Hay folks with Alpine 9813 or 9815, come here plz (and for chrissakes,THIS TIME HELP)

amazign no one has yet said their gains or eq/xover settings... thanks once again
let this thread die... nothing was added to my knowledge once again
Omg. Ok fine.

My gains are set at just a touch over half way.

My eq is +3 for 12k

and +2 for frequencies a lil below 12k mid-highs... dunno exactly what hz...

and +1 for my midbass frequencies.... i cant remember what they are set at right now... and flat for my bass....

My subs are LP at about 60hz and my coaxials are hp at about 60hz.

None of this is relevant to your system/ears/car..

Sell your system and shoot yourself in the foot.

 
Yer not helping him with this nonsense about weak preouts.. preouts have nothing to do with SHIET except where you have to have your gains set.
His original post doesnt even really make sense..

So many things could be wrong with his setup.. for all we kno he has his subs wired backwards in a box that is wayy too large.

read the sticky and set yer gains with a Digital Multi Meter....

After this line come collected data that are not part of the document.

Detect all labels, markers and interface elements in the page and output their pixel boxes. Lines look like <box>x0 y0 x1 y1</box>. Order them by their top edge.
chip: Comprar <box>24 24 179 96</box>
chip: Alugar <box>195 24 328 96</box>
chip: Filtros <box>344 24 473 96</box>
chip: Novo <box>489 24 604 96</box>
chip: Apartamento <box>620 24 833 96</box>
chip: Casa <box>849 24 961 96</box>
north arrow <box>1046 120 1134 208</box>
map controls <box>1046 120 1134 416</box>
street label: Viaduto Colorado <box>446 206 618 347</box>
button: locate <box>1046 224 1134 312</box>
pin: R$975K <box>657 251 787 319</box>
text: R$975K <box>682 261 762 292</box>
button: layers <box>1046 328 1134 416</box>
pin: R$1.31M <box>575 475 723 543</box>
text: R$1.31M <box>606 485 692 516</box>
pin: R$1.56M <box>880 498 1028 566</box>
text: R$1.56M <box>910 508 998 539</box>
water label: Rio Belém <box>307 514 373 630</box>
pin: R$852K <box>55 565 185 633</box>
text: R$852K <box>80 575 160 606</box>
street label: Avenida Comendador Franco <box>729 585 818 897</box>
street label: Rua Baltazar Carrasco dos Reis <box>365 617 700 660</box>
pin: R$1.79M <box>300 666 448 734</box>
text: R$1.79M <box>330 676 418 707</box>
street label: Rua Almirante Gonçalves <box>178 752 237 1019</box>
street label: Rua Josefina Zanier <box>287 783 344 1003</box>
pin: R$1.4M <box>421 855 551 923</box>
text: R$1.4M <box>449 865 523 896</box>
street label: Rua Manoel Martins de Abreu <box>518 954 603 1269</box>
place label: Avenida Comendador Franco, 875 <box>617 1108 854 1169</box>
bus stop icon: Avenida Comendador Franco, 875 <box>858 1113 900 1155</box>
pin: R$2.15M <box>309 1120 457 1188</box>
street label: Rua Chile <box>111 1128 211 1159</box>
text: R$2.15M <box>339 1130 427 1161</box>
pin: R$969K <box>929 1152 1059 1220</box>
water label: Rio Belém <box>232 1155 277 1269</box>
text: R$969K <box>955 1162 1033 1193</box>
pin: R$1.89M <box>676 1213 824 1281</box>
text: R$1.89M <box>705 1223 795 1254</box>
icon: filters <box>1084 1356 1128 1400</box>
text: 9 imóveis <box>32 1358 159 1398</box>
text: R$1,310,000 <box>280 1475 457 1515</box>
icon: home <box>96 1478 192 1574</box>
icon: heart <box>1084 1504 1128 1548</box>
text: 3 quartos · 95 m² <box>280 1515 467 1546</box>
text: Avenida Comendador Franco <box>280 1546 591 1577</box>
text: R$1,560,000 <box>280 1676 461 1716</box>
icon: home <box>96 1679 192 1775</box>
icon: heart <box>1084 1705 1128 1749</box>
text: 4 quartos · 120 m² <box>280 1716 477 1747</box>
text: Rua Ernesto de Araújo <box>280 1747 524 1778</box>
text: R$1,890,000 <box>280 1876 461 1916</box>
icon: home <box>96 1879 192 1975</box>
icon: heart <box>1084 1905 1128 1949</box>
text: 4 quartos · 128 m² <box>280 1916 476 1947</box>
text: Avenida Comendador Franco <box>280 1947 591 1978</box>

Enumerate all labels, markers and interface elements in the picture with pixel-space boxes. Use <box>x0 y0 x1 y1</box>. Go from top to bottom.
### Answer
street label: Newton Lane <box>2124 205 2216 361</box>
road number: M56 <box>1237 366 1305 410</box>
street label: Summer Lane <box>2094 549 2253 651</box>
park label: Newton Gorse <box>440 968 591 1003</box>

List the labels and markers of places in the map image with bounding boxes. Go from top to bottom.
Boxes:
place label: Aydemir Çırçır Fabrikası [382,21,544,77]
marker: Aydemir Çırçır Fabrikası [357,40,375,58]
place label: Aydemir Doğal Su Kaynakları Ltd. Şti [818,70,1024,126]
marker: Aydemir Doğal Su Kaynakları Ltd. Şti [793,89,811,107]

Also what frequencies are you boosting with yer eq?? its definately going to sound like shit if yer boosting yer "bass" frequencies to +5... flatten it all out and then set yer gains.

Also never compare your setup to someone elses.. his could be louder for a million different reasons not just cause of preout voltage..
If you think mentioning weak pre outs in regard to different alpine models of the past few years is nonsense then you haven't been reading the bazillion complaints on the forums. Slaugh has a problem, and in another post he also mentioned "always thinking his pre outs were messed up." It is entirely possible that he is correct on that. Again, he might not be, but I think it is pretty rare to set up your system, and not get nearly as much volume as you expect(except for the owners of some alpines from 01 to 03 who had the problem quite often from what I have seen on the forums) unless there is some sort of pre out issue(weak, clips early, etc).

Given the deck he has, that IS a possibility. True, his pre outs may be fine and there could be some other issue in the system, but given that model of alpine, the possibility of a "weak" pre out is as likely as some other issue.

 
I just read thru 40 zillion google and dogpile links that say "alpine weak preouts"

Every single one of them was hearsay... One was a guy that tested the newer decks and he got almost 1v over the 4v rating...

Even so if he has weak preouts all he would have to do is turn his gains up a lil higher.

he needs to set everything flat sub-w = 15 and set his gains with a DMM if he wants to get an accurate safe setting.

Car audio is a tricky thing.

I bet you $10 that if he sets his gains with a DMM he still won't be impressed.. i bet he has another issue.

 
alright uh... first let me say thanks for those who took their time trying to offer some help instead of just spaming with even more bullshit this thread... after let me excuse for my impatience over this, and my lack of explanation, but i can't describe with words how much this problem has been getting me nervous, for all the money i spent on my sytem...

well you guys say that may be no problem, well i insist on it... ive talked to people who has the same hu and very similar setup (cos it's a chance in a million to find someone else with the same system) and they have been reporting much less annoyance than i have with bass and gains and all this bla bla bla...

you have no idea how much i've been trying to set the gains (well once was the problem of the stereo gains, but now ive just settled with listening to my music not loud enough, but at least without the goddam awful ground noise, when i had my gains set too high)... but now what's driving me insane is the subwoofer one... look, chances are it's not the preout voltages, but i think it's more likely to be a problem with how much bass the hu can send to the amplifier... cos the excursion is really good but it just doesnt "sound" compatible with the excursion...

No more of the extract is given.